# About this task
Copy out all lines in the data below containing the string "Hermanos".

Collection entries
• • • •
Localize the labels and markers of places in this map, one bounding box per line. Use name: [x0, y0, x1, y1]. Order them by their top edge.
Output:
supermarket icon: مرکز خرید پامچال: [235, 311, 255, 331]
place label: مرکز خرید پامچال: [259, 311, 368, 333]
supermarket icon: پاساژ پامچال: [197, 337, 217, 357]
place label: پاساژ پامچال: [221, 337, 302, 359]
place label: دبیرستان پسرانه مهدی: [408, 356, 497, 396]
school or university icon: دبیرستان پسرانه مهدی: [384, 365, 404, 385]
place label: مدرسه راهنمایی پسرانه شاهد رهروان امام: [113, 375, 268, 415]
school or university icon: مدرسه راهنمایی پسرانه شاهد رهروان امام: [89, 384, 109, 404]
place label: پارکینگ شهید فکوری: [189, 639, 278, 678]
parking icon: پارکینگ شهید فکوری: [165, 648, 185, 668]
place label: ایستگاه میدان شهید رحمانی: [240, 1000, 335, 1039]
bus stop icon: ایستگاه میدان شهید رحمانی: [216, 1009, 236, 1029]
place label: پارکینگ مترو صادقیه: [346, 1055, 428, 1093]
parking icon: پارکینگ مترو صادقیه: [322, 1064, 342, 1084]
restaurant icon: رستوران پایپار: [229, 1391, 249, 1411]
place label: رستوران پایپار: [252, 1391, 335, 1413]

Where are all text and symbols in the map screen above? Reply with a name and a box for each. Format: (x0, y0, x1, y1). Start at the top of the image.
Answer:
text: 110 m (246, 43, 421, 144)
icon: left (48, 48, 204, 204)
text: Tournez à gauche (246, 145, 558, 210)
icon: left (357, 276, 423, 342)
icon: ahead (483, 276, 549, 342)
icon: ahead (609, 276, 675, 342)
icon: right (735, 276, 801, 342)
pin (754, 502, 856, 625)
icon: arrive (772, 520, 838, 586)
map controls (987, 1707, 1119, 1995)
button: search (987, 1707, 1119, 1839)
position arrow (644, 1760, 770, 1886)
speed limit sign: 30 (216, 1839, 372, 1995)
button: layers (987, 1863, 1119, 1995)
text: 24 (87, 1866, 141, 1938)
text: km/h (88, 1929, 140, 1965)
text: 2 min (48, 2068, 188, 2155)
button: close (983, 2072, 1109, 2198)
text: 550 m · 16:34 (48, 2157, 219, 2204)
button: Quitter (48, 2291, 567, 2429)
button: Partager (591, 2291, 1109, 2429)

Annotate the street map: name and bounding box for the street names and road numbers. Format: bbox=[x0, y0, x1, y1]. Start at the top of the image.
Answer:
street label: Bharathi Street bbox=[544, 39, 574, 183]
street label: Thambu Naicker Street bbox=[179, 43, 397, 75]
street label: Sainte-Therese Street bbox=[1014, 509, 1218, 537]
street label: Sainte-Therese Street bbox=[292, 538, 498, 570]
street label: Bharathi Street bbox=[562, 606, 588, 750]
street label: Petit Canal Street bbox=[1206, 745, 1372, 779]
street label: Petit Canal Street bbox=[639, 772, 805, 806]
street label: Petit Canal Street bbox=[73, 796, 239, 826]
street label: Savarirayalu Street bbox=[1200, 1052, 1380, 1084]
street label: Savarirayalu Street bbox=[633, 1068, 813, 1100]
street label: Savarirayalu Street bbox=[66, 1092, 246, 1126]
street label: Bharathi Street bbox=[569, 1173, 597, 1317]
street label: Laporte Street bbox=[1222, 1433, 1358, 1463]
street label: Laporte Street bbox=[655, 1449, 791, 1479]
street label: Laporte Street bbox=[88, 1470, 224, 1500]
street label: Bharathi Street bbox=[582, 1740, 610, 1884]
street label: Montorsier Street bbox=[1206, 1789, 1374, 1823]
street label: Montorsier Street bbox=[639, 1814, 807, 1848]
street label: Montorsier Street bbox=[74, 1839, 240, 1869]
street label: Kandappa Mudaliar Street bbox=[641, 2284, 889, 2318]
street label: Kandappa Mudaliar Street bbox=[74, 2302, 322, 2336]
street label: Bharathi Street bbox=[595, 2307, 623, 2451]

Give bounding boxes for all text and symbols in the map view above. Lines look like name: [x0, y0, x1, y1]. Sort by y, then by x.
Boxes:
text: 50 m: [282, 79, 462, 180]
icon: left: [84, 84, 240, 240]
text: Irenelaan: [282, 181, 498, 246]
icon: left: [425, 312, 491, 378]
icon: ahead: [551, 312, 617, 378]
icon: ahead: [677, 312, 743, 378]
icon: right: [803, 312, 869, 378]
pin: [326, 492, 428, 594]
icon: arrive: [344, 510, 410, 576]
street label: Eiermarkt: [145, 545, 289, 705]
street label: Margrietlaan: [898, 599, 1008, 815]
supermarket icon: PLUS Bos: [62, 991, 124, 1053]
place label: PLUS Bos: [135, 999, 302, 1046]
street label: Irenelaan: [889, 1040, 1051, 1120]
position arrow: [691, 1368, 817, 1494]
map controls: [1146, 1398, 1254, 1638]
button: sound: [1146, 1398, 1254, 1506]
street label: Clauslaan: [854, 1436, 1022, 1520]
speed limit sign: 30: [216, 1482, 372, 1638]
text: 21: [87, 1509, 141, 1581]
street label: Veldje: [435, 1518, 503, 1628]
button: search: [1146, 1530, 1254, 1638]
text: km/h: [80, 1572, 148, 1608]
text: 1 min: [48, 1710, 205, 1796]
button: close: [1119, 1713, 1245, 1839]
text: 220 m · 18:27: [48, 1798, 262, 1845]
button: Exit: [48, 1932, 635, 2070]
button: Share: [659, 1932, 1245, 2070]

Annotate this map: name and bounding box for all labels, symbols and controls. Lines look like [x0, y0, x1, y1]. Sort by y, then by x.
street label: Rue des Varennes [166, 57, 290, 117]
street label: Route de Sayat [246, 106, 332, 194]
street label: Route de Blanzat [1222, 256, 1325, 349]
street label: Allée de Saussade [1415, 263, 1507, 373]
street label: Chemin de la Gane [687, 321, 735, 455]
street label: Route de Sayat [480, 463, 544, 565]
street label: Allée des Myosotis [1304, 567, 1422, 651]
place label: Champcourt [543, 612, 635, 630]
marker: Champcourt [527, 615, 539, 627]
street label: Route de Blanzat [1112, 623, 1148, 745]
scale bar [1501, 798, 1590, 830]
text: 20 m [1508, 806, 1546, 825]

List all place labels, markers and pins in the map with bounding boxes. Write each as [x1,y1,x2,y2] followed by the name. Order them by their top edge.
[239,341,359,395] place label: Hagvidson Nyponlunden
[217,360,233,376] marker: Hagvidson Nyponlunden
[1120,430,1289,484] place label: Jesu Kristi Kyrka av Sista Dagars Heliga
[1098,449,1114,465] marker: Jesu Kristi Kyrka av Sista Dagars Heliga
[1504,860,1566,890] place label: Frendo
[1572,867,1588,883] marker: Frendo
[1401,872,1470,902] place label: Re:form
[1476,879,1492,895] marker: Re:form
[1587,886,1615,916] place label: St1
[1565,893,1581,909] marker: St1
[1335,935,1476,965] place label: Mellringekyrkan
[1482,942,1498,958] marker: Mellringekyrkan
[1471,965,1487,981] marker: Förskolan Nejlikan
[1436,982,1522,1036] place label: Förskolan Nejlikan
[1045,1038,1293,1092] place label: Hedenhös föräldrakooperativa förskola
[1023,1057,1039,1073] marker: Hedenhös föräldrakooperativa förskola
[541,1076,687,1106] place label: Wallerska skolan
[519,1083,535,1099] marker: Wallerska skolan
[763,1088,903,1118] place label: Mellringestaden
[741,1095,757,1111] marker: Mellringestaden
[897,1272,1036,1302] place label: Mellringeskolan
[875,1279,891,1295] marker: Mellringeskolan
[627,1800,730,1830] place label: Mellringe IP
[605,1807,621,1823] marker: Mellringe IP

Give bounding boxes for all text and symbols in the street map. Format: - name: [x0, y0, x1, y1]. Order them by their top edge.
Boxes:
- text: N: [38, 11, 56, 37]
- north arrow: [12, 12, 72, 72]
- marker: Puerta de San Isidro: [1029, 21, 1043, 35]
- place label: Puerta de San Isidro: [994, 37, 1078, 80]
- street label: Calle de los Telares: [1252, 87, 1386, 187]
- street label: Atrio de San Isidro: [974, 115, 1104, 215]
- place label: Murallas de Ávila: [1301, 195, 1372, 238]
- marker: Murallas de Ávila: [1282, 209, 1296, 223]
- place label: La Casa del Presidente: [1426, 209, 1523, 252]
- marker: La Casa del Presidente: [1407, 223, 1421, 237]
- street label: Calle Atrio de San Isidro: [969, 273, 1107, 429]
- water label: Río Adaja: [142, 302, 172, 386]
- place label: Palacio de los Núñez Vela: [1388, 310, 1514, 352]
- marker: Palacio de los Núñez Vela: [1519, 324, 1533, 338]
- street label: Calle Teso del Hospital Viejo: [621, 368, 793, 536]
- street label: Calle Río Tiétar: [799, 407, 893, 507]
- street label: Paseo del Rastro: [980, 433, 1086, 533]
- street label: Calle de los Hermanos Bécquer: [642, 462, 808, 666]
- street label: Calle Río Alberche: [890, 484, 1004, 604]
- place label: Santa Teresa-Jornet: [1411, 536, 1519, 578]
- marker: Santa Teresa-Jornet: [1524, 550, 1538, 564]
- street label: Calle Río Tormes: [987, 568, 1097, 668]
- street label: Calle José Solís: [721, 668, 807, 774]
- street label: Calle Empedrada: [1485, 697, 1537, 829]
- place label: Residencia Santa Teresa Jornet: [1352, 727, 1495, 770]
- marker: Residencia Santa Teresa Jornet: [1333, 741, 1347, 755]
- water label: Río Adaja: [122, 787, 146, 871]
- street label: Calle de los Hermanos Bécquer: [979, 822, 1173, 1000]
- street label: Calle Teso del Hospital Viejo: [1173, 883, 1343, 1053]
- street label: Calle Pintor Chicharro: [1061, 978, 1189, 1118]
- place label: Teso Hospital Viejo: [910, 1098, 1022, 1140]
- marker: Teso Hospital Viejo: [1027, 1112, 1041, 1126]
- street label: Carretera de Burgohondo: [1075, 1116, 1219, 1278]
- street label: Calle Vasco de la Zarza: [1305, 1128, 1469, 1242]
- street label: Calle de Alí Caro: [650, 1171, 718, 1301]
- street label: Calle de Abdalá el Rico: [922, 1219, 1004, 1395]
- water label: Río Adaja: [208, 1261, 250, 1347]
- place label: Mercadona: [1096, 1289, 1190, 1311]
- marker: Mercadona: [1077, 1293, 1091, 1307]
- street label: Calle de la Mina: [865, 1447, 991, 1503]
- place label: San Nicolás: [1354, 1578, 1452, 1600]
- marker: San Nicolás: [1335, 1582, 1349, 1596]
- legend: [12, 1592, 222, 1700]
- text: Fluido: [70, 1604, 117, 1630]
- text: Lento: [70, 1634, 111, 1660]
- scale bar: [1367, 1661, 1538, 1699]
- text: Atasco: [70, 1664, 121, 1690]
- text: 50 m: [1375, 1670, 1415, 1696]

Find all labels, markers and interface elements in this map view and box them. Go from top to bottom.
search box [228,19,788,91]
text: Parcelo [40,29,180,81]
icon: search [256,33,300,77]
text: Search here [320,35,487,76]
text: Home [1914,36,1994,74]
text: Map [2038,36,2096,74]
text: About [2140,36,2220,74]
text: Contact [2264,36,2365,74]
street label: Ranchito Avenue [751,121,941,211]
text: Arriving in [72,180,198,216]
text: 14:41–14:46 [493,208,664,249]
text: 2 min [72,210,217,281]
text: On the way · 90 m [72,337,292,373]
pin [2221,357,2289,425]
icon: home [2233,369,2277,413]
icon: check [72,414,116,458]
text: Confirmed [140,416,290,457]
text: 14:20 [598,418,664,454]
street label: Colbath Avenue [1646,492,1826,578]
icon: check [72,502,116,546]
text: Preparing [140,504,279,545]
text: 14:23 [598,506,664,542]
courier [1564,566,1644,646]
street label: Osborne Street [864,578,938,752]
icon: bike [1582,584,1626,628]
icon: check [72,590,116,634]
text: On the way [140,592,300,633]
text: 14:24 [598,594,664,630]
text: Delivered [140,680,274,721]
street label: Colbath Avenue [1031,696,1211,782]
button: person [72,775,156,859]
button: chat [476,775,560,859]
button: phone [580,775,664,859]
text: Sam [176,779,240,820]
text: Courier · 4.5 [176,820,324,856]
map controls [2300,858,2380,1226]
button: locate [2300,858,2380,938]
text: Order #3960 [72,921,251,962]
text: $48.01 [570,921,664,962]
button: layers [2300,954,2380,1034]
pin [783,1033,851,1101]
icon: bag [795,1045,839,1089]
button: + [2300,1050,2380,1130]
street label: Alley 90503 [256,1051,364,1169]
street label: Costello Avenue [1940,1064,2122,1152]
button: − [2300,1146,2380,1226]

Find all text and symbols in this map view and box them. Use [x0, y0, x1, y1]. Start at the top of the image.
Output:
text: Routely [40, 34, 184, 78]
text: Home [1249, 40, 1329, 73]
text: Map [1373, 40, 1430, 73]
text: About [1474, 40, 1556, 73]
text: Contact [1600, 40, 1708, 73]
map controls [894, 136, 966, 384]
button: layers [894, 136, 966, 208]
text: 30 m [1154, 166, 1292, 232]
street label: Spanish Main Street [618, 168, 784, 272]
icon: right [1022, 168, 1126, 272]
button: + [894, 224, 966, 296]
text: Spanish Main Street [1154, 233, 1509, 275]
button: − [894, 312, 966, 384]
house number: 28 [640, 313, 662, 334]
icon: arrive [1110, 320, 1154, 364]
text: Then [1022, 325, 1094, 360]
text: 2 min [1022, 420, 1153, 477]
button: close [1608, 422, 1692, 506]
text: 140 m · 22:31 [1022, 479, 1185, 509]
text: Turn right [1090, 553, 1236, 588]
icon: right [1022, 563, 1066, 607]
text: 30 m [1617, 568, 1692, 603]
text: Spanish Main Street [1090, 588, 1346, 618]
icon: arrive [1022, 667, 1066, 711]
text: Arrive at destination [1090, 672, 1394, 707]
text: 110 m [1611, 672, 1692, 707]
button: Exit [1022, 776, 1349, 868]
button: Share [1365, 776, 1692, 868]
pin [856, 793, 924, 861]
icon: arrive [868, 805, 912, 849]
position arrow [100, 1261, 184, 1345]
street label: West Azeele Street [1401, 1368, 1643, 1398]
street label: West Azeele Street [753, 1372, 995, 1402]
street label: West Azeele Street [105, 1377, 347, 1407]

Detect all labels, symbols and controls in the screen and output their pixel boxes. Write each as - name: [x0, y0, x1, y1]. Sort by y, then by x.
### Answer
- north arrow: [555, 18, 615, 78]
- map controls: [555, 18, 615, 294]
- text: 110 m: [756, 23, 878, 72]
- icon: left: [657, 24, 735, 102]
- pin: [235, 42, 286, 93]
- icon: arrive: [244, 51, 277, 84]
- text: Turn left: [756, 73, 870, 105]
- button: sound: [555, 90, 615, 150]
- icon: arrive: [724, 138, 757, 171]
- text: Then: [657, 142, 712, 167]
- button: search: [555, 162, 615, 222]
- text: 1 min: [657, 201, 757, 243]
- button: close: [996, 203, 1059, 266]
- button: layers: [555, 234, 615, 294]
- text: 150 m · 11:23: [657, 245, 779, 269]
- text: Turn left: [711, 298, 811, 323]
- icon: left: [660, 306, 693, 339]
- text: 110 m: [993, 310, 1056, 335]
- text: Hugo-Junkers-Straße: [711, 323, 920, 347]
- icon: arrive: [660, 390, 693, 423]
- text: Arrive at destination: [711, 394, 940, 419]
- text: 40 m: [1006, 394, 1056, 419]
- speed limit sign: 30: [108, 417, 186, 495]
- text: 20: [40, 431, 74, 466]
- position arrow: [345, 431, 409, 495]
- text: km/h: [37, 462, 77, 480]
• • • •
# Your solution
- street label: Calle de los Hermanos Bécquer: [642, 462, 808, 666]
- street label: Calle de los Hermanos Bécquer: [979, 822, 1173, 1000]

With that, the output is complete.